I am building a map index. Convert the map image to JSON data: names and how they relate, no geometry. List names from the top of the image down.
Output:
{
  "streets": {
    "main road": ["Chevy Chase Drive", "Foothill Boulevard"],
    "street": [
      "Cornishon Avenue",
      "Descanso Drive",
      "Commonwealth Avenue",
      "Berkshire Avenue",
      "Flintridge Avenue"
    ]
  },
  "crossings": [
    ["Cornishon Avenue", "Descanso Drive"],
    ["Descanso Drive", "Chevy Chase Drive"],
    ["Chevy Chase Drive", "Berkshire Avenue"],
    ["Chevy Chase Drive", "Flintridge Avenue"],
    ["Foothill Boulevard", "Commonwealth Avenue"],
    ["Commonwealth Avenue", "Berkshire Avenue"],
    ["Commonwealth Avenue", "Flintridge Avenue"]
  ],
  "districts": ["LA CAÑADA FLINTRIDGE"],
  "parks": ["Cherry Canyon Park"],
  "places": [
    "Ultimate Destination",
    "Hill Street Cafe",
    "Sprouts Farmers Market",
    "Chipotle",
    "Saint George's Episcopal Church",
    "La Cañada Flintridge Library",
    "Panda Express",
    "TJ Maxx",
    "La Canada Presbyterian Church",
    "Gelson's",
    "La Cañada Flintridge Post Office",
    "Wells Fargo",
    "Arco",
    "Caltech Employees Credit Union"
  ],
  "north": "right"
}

◆ REQUIRED ACTION: Retype all of the material exactly as it stands above.

◆ SOLUTION TO THE PROBLEM:
I am building a map index. Convert the map image to JSON data: names and how they relate, no geometry. List names from the top of the image down.
Output:
{
  "streets": {
    "main road": ["Chevy Chase Drive", "Foothill Boulevard"],
    "street": [
      "Cornishon Avenue",
      "Descanso Drive",
      "Commonwealth Avenue",
      "Berkshire Avenue",
      "Flintridge Avenue"
    ]
  },
  "crossings": [
    ["Cornishon Avenue", "Descanso Drive"],
    ["Descanso Drive", "Chevy Chase Drive"],
    ["Chevy Chase Drive", "Berkshire Avenue"],
    ["Chevy Chase Drive", "Flintridge Avenue"],
    ["Foothill Boulevard", "Commonwealth Avenue"],
    ["Commonwealth Avenue", "Berkshire Avenue"],
    ["Commonwealth Avenue", "Flintridge Avenue"]
  ],
  "districts": ["LA CAÑADA FLINTRIDGE"],
  "parks": ["Cherry Canyon Park"],
  "places": [
    "Ultimate Destination",
    "Hill Street Cafe",
    "Sprouts Farmers Market",
    "Chipotle",
    "Saint George's Episcopal Church",
    "La Cañada Flintridge Library",
    "Panda Express",
    "TJ Maxx",
    "La Canada Presbyterian Church",
    "Gelson's",
    "La Cañada Flintridge Post Office",
    "Wells Fargo",
    "Arco",
    "Caltech Employees Credit Union"
  ],
  "north": "right"
}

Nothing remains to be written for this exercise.